# PROBLEM TO SOLVE
The goal here is an exact copy of the entries below, without their pictures.

Records from a data source

Start of Block

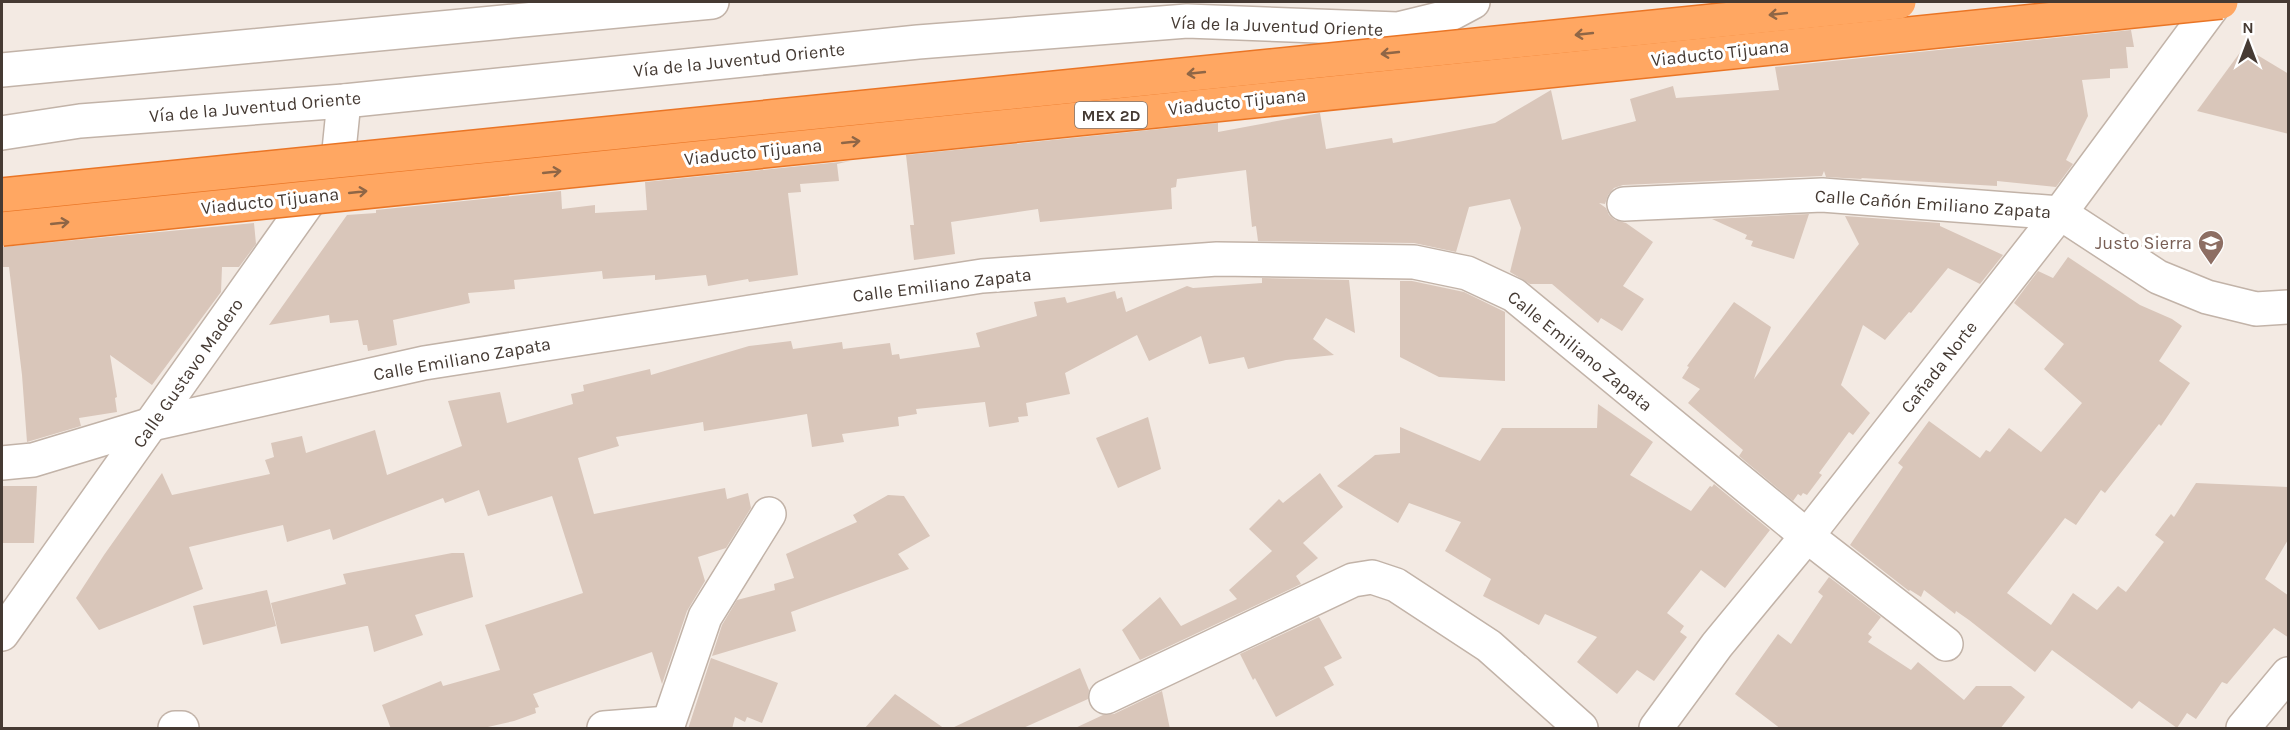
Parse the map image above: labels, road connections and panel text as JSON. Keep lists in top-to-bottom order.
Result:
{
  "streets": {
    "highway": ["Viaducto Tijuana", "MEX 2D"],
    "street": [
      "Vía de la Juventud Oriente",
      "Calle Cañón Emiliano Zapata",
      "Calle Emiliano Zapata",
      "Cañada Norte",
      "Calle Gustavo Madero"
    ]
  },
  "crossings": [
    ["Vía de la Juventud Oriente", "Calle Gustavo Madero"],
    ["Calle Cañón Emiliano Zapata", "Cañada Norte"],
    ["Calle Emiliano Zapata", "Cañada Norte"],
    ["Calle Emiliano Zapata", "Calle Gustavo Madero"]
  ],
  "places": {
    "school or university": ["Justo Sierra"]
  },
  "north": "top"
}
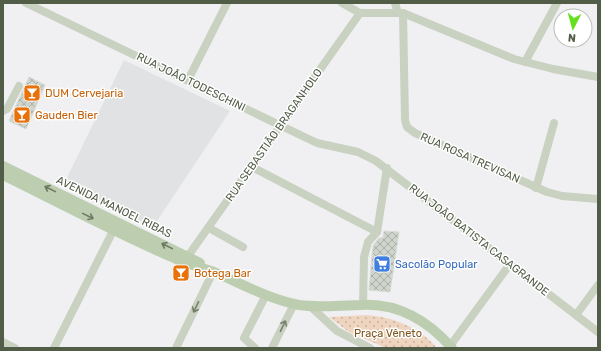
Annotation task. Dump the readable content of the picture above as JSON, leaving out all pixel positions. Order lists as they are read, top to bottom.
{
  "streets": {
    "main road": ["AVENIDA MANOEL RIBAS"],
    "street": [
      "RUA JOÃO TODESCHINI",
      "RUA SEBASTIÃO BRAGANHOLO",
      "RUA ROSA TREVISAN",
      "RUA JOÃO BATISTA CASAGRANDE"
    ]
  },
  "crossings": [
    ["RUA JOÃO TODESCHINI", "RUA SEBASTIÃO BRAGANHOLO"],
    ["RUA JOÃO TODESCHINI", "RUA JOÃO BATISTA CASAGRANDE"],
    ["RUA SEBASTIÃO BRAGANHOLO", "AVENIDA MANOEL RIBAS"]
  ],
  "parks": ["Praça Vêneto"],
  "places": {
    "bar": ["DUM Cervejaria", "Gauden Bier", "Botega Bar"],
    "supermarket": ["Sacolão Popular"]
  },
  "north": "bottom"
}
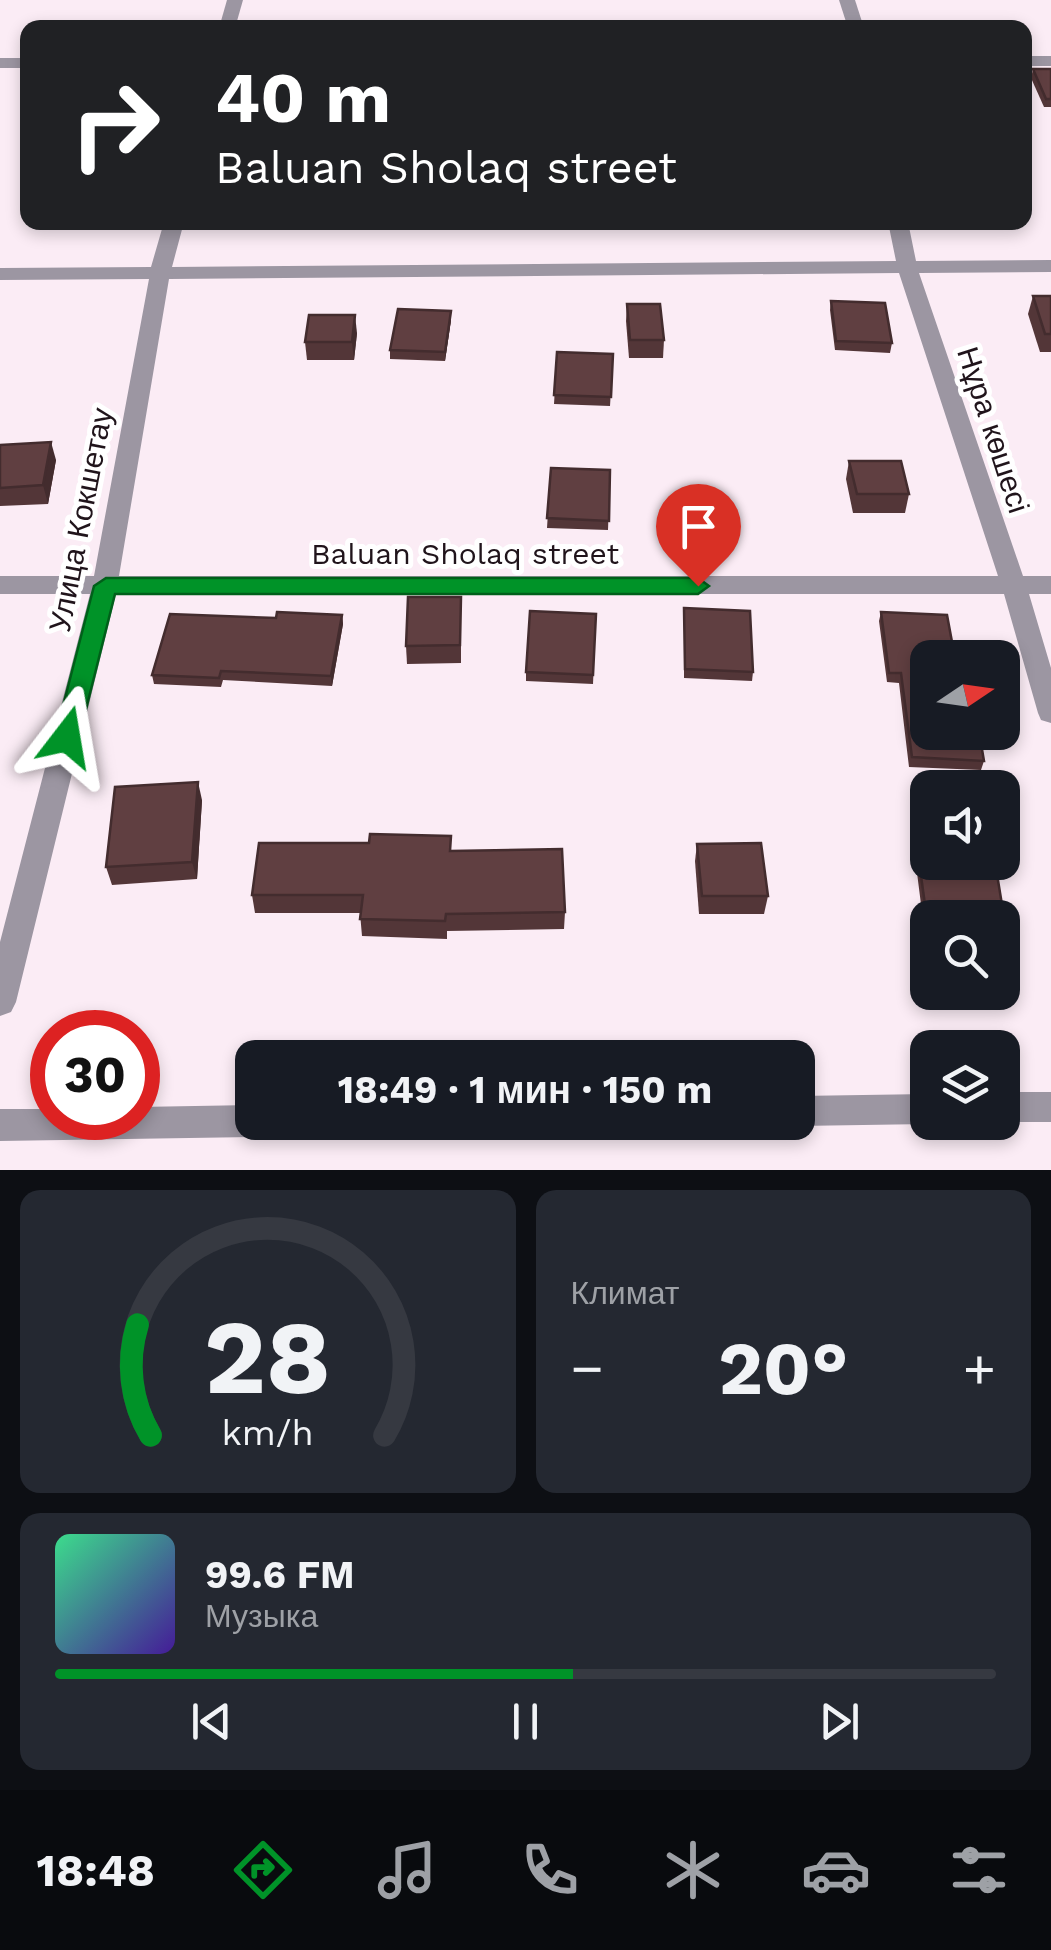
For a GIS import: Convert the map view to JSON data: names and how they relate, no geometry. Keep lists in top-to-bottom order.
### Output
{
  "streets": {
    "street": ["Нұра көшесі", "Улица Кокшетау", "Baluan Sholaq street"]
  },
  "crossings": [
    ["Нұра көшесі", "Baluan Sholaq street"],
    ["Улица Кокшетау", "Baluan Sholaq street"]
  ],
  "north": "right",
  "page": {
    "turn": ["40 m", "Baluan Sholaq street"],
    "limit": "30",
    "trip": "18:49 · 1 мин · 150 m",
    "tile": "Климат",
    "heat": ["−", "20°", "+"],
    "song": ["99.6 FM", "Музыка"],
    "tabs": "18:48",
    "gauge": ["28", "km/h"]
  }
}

End of Block

# SOLUTION
Parse the map image above: labels, road connections and panel text as JSON. Keep lists in top-to-bottom order.
Result:
{
  "streets": {
    "highway": ["Viaducto Tijuana", "MEX 2D"],
    "street": [
      "Vía de la Juventud Oriente",
      "Calle Cañón Emiliano Zapata",
      "Calle Emiliano Zapata",
      "Cañada Norte",
      "Calle Gustavo Madero"
    ]
  },
  "crossings": [
    ["Vía de la Juventud Oriente", "Calle Gustavo Madero"],
    ["Calle Cañón Emiliano Zapata", "Cañada Norte"],
    ["Calle Emiliano Zapata", "Cañada Norte"],
    ["Calle Emiliano Zapata", "Calle Gustavo Madero"]
  ],
  "places": {
    "school or university": ["Justo Sierra"]
  },
  "north": "top"
}
Annotation task. Dump the readable content of the picture above as JSON, leaving out all pixel positions. Order lists as they are read, top to bottom.
{
  "streets": {
    "main road": ["AVENIDA MANOEL RIBAS"],
    "street": [
      "RUA JOÃO TODESCHINI",
      "RUA SEBASTIÃO BRAGANHOLO",
      "RUA ROSA TREVISAN",
      "RUA JOÃO BATISTA CASAGRANDE"
    ]
  },
  "crossings": [
    ["RUA JOÃO TODESCHINI", "RUA SEBASTIÃO BRAGANHOLO"],
    ["RUA JOÃO TODESCHINI", "RUA JOÃO BATISTA CASAGRANDE"],
    ["RUA SEBASTIÃO BRAGANHOLO", "AVENIDA MANOEL RIBAS"]
  ],
  "parks": ["Praça Vêneto"],
  "places": {
    "bar": ["DUM Cervejaria", "Gauden Bier", "Botega Bar"],
    "supermarket": ["Sacolão Popular"]
  },
  "north": "bottom"
}
For a GIS import: Convert the map view to JSON data: names and how they relate, no geometry. Keep lists in top-to-bottom order.
### Output
{
  "streets": {
    "street": ["Нұра көшесі", "Улица Кокшетау", "Baluan Sholaq street"]
  },
  "crossings": [
    ["Нұра көшесі", "Baluan Sholaq street"],
    ["Улица Кокшетау", "Baluan Sholaq street"]
  ],
  "north": "right",
  "page": {
    "turn": ["40 m", "Baluan Sholaq street"],
    "limit": "30",
    "trip": "18:49 · 1 мин · 150 m",
    "tile": "Климат",
    "heat": ["−", "20°", "+"],
    "song": ["99.6 FM", "Музыка"],
    "tabs": "18:48",
    "gauge": ["28", "km/h"]
  }
}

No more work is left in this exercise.